TfidfVectorizer(analyzer='word', binary=False, decode_error='strict',
        dtype=<class 'numpy.int64'>, encoding='utf-8', input='content',
        lowercase=True, max_df=1.0, max_features=None, min_df=5,
        ngram_range=(1, 2), norm='l2', preprocessor=None, smooth_idf=True,
        stop_words=frozenset({'three', 'doing', 'since', 'meanwhile', 'most', 'mostly', 'part', 'toward', 'whose', 'third', 'inc', 'could', 'noone', 'but', 'in', 'nevertheless', 'and', 'please', 'down', 'having', 'mine', 'm', 'go', 'together', 'something', 'the', 'ourselves', 'them', 'whence', 'latterly', '... 'such', 's', "won't", 'ma', 'against', 'besides', 'anyway', 'same', 'few', 'for', 'alone', 'show'}),
        strip_accents=None, sublinear_tf=True,
        token_pattern='(?u)\\b\\w\\w+\\b',
        tokenizer=<function tokenizer at 0x1071c0ea0>, use_idf=True,
        vocabulary=None)

In [11]:
X_train_tfidf = tfidf_vec.transform(train_df['Abstract'].values)
X_test_tfidf = tfidf_vec.transform(test_df['Abstract'].values)

In [12]:
print('There are %i features' % X_train_tfidf.shape[1])

There are 102346 features


In [13]:
Y_train = train_df['Label'].values

## Implement k-NN classifier

- KNN is a lazy, nonparametric, instance based classifier 
- Using cosine distance as the distance metric for kNN
    - Good when using bag of words with tf-idf
    - Have to normalize vectors when using cosine similarity (which `TfidfVectorizer` does already with L2 normalization)
- Uses majority voting of K nearest neighbors to determine the label of an instance
- If there is a stalemate, I use the instances of the labels that tied, and calculate their inverse distance squared to determine the final winner
    - A higher inverse squared distance score correlates with a higher similarity (farther distance squared)

In [14]:
"""
Distance Metrics.

Compute the distance between two items (usually strings).
As metrics, they must satisfy the following three requirements:

1. d(a, a) = 0
2. d(a, b) >= 0
3. d(a, c) <= d(a, b) + d(b, c)
"""
    
def cosine_similarity_sparse(s1, s2):
    '''Calculate cosine similiarity of two sparse matrices'''
    # Calculate dot product (already L2 norm vectors so we do not need to divide)
    numerator = s1.dot(s2.T)
    return numerator

def cosine_distance_sparse(s1, s2):
    '''Calculate cosine distance of two sparse matrices (1 - cosine_similarity)'''
    # Calculate dot product (already L2 norm vectors so we do not need to divide)
    cos_sim = s1.dot(s2.T)
    if s1.shape[0] > s2.shape[0]:
        one_array = np.ones((s1.shape[0], 1), dtype=float)
    else:
        one_array = np.ones((s2.shape[0], 1), dtype=float)
    return csr_matrix(one_array - cos_sim)

In [15]:
def split_data(features, labels, fold_num = 1, fold=10):
    n = features.shape[0]
    fold_size = int(np.ceil(n*1.0/fold))
    feats = []
    cls_train = []
    for f in range(fold):
        if f+1 != fold_num:
            feats.append(features[f*fold_size: min((f+1)*fold_size, n)])
            cls_train.extend(labels[f*fold_size: min((f+1)*fold_size, n)])
    # join all fold matrices that are not the test matrix
    train = sp.vstack(feats, format='csr')
    # extract the test matrix and class values associated with the test rows
    test = features[(fold_num-1)*fold_size: min(fold_num*fold_size, n), :]
    cls_test = labels[(fold_num-1)*fold_size: min(fold_num*fold_size, n)]
    return train, cls_train, test, cls_test

In [16]:
# Metrics (Accuracy & F1 Score Functions)
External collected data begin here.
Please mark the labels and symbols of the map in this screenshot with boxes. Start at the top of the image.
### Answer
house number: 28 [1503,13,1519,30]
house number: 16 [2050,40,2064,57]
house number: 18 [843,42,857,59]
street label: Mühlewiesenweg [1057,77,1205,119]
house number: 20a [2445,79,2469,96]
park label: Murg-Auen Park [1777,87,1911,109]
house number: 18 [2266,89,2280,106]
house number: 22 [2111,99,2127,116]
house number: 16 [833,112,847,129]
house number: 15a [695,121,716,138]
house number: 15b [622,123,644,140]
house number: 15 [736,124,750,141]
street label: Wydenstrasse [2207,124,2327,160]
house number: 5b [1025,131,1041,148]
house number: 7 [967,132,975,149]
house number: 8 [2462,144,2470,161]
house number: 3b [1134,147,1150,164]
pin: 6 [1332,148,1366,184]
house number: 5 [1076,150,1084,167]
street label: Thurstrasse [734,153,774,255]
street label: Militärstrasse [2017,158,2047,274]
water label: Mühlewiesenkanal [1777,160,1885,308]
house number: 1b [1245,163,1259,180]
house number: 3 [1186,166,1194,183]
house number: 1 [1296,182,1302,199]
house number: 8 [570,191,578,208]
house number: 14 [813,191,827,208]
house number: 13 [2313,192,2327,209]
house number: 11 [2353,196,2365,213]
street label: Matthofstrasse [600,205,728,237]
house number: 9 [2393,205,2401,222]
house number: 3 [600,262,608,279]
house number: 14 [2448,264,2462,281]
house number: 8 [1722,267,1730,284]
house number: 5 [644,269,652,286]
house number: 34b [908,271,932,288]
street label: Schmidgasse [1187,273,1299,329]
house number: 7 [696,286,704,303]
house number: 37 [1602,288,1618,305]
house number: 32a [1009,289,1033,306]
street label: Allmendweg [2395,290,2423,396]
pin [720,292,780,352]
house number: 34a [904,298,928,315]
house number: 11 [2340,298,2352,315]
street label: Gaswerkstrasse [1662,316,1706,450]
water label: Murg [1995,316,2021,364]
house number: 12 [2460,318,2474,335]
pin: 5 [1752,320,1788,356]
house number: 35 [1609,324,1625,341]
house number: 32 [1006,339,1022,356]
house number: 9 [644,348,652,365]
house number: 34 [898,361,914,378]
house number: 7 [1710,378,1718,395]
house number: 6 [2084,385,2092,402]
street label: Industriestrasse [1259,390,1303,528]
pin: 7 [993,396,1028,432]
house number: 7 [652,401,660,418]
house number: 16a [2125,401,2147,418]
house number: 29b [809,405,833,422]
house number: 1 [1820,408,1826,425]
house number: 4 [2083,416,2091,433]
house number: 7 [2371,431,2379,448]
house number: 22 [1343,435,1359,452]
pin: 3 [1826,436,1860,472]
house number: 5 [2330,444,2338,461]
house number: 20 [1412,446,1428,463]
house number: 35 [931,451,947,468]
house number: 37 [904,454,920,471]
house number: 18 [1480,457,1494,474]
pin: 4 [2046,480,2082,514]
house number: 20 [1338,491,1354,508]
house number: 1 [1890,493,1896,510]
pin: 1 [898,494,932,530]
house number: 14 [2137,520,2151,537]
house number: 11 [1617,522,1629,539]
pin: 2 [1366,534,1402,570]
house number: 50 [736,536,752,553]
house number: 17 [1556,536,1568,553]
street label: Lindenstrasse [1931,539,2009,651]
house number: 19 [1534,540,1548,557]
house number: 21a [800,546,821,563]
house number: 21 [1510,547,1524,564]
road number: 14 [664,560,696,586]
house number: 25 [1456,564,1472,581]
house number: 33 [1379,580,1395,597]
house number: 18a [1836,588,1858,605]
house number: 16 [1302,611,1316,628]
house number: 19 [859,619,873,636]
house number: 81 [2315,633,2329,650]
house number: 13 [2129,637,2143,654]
def calculate_accuracy(label, prediction):
    '''Takes two numpy arrays or Python lists and produces an accuracy score in %'''
    if isinstance(label, np.ndarray) and isinstance(prediction, np.ndarray):
        assert label.shape == prediction.shape
        return (label == prediction).all().mean() * 100.0
    elif isinstance(label, list) and isinstance(prediction, list):
        assert len(label) == len(prediction)
        return sum(1 for a,b in zip(label, prediction) if a == b) / len(label)
    else:
        raise AttributeError('Both arguments have to be lists or numpy arrays')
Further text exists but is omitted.